Но были еще и другие моменты, связанные с Бостоном. Город этот был основан английскими пуританами в 1630-м году, в нем возник первый в Америке колледж в 1636 году, к 1773 году относится «Бостонское чаепитие» – первый реальный вызов Британской короне... Бостон позднее именовали «Колыбелью свободы», «Американскими Афинами»... Именно там-то и разгорелся наш спор о России, о целях и средствах, а точнее – о гуманном и циничном отношении к человеку... Именно в Бостоне в середине прошлого века составился удивительный кружок, или школа Эмерсона, о которой в «Литературной истории Соединенных Штатов Америки» говорится: «Ни совершенством стиля, ни тем более глубиной философского проникновения американская литература не превзошла пока коллективных достижений Эмерсона, Торо, Готорна, Мелвилла и Уитмена».

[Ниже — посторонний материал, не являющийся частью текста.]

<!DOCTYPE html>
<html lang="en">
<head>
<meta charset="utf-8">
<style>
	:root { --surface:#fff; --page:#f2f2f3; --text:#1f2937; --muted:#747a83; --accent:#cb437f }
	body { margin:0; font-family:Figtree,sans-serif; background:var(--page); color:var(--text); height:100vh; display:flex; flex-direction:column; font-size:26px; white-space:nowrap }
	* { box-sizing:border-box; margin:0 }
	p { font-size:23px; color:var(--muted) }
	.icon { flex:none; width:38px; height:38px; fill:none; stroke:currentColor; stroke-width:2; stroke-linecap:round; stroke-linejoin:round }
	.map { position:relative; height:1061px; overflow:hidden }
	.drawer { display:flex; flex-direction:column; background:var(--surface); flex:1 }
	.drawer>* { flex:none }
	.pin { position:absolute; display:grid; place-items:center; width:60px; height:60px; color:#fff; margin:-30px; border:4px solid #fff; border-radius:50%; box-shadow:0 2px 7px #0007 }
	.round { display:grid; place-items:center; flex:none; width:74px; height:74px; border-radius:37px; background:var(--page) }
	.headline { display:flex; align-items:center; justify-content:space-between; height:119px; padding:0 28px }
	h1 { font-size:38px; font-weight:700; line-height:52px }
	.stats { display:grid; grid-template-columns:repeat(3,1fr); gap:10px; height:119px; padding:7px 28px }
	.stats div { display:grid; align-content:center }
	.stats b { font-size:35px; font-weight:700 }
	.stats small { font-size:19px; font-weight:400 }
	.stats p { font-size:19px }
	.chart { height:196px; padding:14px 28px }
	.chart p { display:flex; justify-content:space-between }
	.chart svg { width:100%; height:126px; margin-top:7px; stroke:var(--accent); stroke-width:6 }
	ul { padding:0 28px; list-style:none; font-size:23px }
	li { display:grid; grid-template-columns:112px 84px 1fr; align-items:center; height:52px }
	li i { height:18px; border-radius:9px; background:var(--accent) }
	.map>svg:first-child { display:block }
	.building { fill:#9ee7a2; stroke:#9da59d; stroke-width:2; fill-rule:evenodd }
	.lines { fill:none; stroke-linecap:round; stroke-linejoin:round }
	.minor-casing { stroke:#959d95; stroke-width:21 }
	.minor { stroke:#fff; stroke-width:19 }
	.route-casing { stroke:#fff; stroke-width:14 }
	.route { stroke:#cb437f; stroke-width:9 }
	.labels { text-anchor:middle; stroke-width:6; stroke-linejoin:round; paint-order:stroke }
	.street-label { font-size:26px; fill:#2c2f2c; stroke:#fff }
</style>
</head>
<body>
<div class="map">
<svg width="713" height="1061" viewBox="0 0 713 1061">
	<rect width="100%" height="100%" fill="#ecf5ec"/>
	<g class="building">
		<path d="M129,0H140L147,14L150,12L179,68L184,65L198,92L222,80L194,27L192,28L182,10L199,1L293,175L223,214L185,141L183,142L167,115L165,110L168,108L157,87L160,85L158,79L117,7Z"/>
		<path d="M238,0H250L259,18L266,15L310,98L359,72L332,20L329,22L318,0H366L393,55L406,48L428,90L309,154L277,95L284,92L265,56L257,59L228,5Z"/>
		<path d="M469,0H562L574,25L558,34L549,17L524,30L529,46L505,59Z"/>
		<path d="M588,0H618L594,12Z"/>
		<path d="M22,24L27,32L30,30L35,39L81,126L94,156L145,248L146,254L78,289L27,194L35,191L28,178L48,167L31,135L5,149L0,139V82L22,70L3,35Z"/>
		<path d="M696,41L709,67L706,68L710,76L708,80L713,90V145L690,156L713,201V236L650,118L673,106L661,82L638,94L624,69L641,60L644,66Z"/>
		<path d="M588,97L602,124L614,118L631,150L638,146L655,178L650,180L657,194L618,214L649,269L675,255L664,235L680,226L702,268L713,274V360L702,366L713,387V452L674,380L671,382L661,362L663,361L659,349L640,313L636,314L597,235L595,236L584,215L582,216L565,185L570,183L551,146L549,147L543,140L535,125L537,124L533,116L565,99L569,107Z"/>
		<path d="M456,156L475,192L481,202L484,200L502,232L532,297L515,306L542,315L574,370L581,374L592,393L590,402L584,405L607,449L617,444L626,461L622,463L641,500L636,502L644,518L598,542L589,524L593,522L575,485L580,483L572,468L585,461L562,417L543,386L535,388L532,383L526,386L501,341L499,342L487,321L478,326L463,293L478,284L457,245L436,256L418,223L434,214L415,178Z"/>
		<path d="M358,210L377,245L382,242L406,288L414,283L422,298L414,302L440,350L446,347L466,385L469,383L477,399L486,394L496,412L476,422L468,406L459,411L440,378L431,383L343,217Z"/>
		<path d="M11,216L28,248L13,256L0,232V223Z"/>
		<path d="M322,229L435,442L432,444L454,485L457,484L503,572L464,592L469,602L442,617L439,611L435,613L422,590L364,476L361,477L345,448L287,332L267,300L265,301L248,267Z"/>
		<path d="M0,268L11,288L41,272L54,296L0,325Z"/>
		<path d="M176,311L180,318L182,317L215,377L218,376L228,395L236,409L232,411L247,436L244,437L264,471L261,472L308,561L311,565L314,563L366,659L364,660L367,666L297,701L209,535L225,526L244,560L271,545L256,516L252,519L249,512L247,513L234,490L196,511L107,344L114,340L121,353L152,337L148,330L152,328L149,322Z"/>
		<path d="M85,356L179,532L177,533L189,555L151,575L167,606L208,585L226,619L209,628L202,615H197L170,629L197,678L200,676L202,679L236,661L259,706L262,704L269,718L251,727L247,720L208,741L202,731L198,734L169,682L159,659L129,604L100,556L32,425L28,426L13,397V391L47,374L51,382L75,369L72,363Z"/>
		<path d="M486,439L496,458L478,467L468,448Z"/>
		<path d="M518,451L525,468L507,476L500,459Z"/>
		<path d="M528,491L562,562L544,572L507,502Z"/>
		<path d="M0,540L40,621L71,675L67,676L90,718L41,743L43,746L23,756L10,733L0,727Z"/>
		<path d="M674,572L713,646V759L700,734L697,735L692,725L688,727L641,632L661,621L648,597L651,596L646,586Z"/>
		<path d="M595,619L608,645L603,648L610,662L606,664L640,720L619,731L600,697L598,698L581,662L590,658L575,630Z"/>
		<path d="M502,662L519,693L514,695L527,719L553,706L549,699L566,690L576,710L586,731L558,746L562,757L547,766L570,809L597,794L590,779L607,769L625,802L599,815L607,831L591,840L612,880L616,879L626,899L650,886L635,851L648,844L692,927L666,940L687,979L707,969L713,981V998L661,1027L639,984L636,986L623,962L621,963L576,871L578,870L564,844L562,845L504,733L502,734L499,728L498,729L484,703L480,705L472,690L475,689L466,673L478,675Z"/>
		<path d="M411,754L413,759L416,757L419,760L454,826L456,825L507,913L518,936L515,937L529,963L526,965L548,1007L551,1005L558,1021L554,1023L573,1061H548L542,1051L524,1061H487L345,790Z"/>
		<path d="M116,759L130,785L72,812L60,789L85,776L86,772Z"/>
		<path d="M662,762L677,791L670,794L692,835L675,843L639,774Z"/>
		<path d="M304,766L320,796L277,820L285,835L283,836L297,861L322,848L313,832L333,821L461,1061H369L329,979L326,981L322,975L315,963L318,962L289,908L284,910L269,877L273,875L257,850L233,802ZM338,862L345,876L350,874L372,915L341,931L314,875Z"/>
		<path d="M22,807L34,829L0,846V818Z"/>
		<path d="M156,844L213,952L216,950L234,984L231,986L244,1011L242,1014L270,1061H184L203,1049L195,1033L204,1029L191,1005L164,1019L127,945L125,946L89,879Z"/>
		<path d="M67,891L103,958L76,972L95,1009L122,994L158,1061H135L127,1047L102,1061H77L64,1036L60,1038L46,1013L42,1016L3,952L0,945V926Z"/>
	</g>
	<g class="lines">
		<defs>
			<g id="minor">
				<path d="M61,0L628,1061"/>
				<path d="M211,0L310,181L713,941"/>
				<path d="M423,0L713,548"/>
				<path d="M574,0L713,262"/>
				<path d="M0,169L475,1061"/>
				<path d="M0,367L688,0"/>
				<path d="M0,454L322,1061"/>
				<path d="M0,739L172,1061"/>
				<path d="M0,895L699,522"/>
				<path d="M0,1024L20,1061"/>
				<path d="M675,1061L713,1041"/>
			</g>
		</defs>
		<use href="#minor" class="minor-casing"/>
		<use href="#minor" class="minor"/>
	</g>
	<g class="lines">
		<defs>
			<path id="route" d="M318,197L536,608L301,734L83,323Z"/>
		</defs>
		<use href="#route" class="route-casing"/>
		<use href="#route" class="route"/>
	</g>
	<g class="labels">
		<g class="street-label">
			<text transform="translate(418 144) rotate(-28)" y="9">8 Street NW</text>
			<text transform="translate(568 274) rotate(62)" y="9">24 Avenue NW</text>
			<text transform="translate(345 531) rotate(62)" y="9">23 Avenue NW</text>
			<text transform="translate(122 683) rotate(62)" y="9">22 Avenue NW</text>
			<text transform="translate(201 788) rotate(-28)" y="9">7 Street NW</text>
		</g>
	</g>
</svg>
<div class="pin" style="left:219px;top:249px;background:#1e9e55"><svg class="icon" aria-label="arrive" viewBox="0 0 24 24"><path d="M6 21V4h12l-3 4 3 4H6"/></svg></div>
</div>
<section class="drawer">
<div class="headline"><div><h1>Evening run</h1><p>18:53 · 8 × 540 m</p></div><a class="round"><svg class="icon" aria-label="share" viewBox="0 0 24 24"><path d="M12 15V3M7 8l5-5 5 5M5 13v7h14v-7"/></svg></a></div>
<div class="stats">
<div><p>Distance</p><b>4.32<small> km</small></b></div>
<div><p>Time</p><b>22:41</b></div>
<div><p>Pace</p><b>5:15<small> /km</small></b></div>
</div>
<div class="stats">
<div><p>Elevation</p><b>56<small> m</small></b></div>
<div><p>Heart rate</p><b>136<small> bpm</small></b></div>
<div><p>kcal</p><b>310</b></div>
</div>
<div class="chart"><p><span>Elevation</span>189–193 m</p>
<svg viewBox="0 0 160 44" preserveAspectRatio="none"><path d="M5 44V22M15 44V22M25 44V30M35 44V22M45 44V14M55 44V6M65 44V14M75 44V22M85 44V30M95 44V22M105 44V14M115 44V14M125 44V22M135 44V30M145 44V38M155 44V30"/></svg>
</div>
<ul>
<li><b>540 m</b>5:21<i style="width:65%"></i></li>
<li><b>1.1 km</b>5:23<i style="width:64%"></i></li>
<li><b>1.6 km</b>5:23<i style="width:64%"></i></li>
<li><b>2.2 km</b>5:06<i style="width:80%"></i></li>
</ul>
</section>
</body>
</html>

Америка «Золотого тельца» – и Америка Ральфа Эмерсона...
Наши аристократы, владевшие обширными поместьями и сотнями крепостных, могли толковать о бескорыстии, душевном благородстве, высоких духовных устремлениях... Но о чем говорили, писали, что проповедовали друзья и почитатели Эмерсона – в стране, где все решал доллар, доставался ли он честным путем или путем разного рода спекуляций?..
Они не только придерживались принципов трансцендентализма, но и сами вырабатывали эти принципы. От пуританства ими был унаследован всепроникающий морализм. «Стяжательство в общественной и частной жизни создает атмосферу, в которой тяжко дышать», писал Эмерсон. Превыше эстетики, превыше политических игр, превыше экономических выгод ценилось нравственное начало. При этом считалось, что нравственность существует внутри человеческой личности, а не внедряется извне. Личность неповторима и независима, но вместе с тем она подчиняется чему-то более высокому, чем она сама... Равенство, братские чувства, соединяющие людей, демократия в качестве моральной и политической доктрины... Эти принципы лежали в фундаменте трансцендентализма.